Aachen - Kein drittes Bahngleis zwischen Aachen und Düren

Kein drittes Bahngleis zwischen Aachen und Düren

Von: Marlon Gego
Letzte Aktualisierung:

Aachen. In absehbarer Zeit wird es kein drittes Bahngleis zwischen Aachen und Düren geben, für ein solches Projekt fehlt im Moment das Geld. Doch nach Recherchen unserer Zeitung ist nun auch die Alternative zum dritten Gleis in aller Stille zu den Akten gelegt worden.

Anstatt drei 1200 Meter lange Ausweichgleise zwischen Aachen und Düren zu bauen, auf die langsamere Züge schnelleren ausweichen können, um so den Verkehrsfluss zu verbessern, genehmigt das Bundesverkehrsministerium nur noch Geld für ein einziges Ausweichgleis bei Aachen-Rothe Erde.

Nach Auskünften der Deutschen Bahn würde dieses Ausweichgleis „mehr als zehn Millionen Euro kosten”, wie ein Bahnsprecher auf Anfrage erklärte. Wann es gebaut wird, steht allerdings noch gar nicht fest; denn das Projekt befindet sich am Beginn der Planfeststellungsphase, an deren Ende entschieden werden kann, ob dieses Gleis überhaupt gebaut werden kann. Dauer des Verfahrens: zwölf bis 18 Monate.

Das nordrhein-westfälische Verkehrsministerium hält unterdessen am durchgehend dreigleisigen Ausbau der Bahnverbindung Aachen-Köln fest. Ob dieser Ausbau aber jemals Realität wird, ist kaum vorherzusagen. Erschwert wird das Vorhaben vom schwierigen Verhältnis des nordrhein-westfälischen Verkehrsminister Harry Voigtsberger (SPD) zu Bundesverkehrsminister Peter Ramsauer (CSU). Ein Grund: Ramsauer investiert lieber in seiner weiteren Heimat. Beispielsweise wird in Bayern weiter der Brenner-Basistunnel geplant, obwohl dessen Notwendigkeit noch keinesfalls nachgewiesen ist. Auch unterstützt Ramsauer den dreigleisigen Ausbau der ICE-Strecke Salzburg und München, die durch seinen Wahlkreis führt. Andere Projekte außerhalb Bayerns, etwa der deutsche Anschluss an die Betuwe-Linie, die einen der größten Seehäfen Europas in Rotterdam und den größten Binnenhafen der Welt in Duisburg verbinden würde, treibt Ramsauer allenfalls halbherzig voran.

Die grüne Bundestagsabgeordnete Bettina Herlitzius aus Herzogenrath hat kürzlich errechnet, dass nur 7,5 Prozent der von Ramsauer verantworteten Investitionen in Deutschlands Eisenbahnnetz nach Nordrhein-Westfalen gehen. Und das, obwohl in Nordrhein-Westfalen 21 Prozent der deutschen Bevölkerung lebt. Herlitzius findet, dieses Missverhältnis sei „nicht akzeptabel”. Sie sagt: „Während im Süden der Republik Milliarden in Prestigeobjekte versenkt werden, ist im nordrhein-westfälischen Nahverkehr die Situation der Fahrgäste unzumutbar.”

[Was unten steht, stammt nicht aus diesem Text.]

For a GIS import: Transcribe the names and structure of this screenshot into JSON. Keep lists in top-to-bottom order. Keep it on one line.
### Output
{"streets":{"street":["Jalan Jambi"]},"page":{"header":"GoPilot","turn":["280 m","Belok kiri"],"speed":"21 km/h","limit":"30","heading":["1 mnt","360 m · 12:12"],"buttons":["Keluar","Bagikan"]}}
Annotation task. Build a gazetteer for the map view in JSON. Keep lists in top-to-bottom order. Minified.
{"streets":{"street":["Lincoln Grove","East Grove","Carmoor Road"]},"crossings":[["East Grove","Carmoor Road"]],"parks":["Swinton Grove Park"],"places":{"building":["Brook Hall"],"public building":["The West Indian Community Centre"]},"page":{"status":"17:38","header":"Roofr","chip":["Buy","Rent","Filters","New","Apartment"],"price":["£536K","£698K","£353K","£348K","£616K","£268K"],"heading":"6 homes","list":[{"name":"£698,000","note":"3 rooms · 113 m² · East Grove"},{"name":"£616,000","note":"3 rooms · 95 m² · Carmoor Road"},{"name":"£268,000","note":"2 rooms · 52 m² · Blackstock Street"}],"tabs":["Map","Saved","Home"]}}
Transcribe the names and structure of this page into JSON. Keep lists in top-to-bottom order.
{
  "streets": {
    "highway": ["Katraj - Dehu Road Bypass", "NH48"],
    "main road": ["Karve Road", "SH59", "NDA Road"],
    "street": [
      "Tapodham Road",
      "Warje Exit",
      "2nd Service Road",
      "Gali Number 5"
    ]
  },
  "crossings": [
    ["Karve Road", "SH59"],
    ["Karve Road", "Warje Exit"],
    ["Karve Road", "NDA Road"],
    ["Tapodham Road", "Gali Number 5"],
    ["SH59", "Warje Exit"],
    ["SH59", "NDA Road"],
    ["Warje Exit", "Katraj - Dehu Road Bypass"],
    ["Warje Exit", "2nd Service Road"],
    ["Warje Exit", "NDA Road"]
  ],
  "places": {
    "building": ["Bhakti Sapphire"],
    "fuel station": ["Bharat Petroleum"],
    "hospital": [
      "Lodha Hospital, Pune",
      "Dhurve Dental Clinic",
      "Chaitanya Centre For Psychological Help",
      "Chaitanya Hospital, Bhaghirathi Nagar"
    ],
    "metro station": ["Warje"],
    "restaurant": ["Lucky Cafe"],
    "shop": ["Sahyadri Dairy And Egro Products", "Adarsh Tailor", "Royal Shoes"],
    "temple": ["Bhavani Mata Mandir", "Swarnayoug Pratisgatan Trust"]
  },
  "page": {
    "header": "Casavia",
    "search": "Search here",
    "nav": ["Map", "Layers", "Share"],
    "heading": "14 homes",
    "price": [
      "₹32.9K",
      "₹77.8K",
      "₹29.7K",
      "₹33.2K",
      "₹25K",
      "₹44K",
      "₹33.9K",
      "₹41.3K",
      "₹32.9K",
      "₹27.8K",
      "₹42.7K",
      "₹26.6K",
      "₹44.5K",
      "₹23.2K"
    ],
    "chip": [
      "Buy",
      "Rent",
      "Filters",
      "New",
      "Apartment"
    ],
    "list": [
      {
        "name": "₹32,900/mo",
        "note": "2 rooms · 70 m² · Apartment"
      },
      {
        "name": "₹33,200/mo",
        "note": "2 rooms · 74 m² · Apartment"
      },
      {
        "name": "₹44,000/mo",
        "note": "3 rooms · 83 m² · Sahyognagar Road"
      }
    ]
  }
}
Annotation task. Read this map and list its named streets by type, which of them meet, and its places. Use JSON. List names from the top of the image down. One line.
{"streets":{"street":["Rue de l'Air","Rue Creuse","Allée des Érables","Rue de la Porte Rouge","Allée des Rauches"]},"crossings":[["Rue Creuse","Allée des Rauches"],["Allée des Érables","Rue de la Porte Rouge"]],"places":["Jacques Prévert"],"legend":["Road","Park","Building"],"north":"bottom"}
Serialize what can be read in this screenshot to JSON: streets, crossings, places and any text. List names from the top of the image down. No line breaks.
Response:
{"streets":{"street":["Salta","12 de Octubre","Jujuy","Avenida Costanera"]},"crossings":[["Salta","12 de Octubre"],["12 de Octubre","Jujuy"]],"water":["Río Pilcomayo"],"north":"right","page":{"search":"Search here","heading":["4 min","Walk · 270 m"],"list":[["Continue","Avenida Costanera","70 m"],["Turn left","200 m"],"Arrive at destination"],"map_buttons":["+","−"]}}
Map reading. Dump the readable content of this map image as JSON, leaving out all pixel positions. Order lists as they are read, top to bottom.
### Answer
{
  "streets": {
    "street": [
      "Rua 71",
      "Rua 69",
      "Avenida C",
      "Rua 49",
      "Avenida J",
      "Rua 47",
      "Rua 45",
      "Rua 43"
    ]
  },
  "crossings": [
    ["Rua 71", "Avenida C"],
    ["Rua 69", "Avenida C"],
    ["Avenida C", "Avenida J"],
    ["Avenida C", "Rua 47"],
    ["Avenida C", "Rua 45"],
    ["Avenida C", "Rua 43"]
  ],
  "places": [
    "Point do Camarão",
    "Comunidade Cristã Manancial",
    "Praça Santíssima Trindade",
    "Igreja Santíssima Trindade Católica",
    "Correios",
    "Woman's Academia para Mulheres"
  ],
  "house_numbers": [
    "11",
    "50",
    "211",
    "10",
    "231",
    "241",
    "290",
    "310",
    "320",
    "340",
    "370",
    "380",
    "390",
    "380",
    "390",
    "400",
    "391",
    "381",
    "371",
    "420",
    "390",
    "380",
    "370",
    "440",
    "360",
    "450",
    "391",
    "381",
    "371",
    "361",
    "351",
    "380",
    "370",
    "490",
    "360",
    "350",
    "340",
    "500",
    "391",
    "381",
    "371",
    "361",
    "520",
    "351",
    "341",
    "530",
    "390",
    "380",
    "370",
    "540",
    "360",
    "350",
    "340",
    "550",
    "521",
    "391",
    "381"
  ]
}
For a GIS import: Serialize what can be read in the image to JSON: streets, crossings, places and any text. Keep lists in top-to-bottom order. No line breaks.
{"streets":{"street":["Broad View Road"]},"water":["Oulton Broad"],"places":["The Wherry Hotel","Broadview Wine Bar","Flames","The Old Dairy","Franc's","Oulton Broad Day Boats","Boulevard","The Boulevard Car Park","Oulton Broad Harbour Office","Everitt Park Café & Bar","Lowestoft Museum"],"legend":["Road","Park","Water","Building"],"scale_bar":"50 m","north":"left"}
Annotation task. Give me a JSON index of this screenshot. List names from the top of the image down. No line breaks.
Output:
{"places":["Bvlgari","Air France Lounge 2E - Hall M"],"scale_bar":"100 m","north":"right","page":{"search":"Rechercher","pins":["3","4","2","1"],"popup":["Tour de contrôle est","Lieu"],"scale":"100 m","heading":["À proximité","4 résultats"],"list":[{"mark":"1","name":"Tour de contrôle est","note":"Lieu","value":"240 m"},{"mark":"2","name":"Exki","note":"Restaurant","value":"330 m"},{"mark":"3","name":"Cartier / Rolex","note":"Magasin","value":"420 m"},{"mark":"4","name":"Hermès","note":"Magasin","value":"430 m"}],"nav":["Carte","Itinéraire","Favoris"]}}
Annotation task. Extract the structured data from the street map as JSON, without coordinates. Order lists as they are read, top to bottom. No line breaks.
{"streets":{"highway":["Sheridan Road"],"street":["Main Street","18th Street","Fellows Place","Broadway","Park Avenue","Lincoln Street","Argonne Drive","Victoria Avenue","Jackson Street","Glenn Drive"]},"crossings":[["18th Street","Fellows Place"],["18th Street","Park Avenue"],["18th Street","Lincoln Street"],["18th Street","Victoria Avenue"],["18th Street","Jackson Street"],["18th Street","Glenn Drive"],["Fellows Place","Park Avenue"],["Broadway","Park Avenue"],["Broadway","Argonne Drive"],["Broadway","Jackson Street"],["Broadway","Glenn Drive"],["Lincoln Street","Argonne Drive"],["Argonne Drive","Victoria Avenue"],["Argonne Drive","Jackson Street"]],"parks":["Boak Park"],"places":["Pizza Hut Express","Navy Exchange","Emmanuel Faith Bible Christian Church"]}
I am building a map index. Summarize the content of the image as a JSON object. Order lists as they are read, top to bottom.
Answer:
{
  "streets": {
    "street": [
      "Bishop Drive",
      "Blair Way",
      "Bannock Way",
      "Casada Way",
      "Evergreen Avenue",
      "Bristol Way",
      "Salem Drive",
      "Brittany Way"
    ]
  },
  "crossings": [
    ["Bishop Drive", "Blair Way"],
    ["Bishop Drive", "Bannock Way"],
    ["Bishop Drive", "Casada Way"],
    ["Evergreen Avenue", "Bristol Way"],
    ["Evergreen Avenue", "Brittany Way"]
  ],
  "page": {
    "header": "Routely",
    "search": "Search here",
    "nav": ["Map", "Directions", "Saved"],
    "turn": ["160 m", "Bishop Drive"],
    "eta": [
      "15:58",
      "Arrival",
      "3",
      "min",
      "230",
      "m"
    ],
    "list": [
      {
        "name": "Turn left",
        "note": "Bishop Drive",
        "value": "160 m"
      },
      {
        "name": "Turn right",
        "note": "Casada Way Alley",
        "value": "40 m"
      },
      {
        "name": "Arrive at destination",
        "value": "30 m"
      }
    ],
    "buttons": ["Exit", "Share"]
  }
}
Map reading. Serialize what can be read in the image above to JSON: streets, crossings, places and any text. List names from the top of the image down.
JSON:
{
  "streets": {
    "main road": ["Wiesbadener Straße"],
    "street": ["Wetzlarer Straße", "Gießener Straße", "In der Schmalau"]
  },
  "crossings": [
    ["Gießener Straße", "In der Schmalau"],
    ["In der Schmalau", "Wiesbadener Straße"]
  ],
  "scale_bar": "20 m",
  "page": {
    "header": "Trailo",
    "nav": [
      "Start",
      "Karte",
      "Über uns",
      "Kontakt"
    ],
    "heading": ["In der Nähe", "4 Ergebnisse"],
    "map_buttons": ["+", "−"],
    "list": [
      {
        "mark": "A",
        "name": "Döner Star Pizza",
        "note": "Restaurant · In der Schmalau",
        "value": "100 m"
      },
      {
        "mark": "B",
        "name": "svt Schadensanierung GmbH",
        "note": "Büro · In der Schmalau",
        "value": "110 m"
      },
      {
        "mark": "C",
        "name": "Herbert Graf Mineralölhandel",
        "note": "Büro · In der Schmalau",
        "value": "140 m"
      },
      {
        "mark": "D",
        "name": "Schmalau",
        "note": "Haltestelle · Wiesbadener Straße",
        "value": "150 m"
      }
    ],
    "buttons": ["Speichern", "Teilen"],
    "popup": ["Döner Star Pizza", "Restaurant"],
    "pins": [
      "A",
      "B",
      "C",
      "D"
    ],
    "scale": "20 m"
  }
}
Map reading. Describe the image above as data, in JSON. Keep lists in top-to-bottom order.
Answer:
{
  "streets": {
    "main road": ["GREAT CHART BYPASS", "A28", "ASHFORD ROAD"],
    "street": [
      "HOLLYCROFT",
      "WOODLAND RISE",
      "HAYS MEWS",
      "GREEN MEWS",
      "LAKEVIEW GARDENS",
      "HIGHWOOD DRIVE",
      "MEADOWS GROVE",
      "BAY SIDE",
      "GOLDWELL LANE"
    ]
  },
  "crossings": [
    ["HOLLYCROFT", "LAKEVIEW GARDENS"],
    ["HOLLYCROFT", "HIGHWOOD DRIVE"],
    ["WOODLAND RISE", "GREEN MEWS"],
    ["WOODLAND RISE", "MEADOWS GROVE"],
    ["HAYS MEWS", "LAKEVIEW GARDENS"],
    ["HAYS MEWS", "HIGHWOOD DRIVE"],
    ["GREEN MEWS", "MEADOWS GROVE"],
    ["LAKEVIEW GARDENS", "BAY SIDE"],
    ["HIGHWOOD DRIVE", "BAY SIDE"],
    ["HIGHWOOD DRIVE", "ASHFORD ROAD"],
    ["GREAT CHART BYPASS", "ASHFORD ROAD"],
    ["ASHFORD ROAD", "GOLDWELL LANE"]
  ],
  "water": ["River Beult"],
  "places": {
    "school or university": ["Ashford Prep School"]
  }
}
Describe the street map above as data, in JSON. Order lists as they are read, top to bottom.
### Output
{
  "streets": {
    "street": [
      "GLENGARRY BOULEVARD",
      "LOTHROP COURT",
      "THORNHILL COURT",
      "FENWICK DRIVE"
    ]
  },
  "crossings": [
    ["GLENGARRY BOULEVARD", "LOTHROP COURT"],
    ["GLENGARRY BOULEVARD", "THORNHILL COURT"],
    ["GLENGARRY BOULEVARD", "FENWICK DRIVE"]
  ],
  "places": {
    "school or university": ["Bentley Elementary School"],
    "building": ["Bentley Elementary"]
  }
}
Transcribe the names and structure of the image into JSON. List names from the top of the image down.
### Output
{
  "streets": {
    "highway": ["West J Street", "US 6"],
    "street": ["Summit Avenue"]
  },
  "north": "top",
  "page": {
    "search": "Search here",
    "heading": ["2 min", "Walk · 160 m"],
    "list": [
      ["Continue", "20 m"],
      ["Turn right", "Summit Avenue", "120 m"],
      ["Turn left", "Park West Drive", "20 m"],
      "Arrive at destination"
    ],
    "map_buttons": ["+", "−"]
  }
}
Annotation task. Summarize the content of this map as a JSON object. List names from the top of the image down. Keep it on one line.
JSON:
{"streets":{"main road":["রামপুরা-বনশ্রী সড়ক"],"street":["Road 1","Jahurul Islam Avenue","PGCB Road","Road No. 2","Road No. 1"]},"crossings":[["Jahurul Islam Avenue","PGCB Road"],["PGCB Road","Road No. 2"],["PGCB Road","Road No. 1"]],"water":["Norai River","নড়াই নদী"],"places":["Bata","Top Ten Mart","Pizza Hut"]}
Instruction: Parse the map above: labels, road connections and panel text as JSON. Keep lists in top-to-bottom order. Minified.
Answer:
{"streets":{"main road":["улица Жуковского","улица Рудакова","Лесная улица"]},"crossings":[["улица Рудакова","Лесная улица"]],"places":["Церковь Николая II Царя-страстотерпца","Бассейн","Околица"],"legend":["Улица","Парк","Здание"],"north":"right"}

Voigtsberger hält sich mit öffentlicher Kritik an Ramsauer zwar sehr zurück, intern aber spricht er eine deutliche Sprache. „Der Minister hat intern immer wieder betont, dass NRW dringend Fördermittel braucht”, sagt eine Mitarbeiterin aus Voigtsbergers Ministerium. Was wiederum Ramsauer nicht so furchtbar gerne hört.

Ramsauers Investitionsvorlieben kommen allerdings nicht überraschend: Als er am 25. Oktober 2008 auf einem Sonderparteitag in München zum stellvertretenden CSU-Vorsitzenden gewählt wurde, erklärte er in einer Rede vor der Abstimmung, in Berlin mit Nachdruck dafür eintreten zu wollen, dass das Bundesverkehrsministerium unbedingt wieder von der CSU geführt wird. Nur so könne sichergestellt werden, dass endlich wieder mehr Geld nach Bayern fließt. Als ein Jahr später bei der Bundestagswahl CDU/CSU und FDP die Mehrheit erhielten, wurde Ramsauer gleich selbst Verkehrsminister.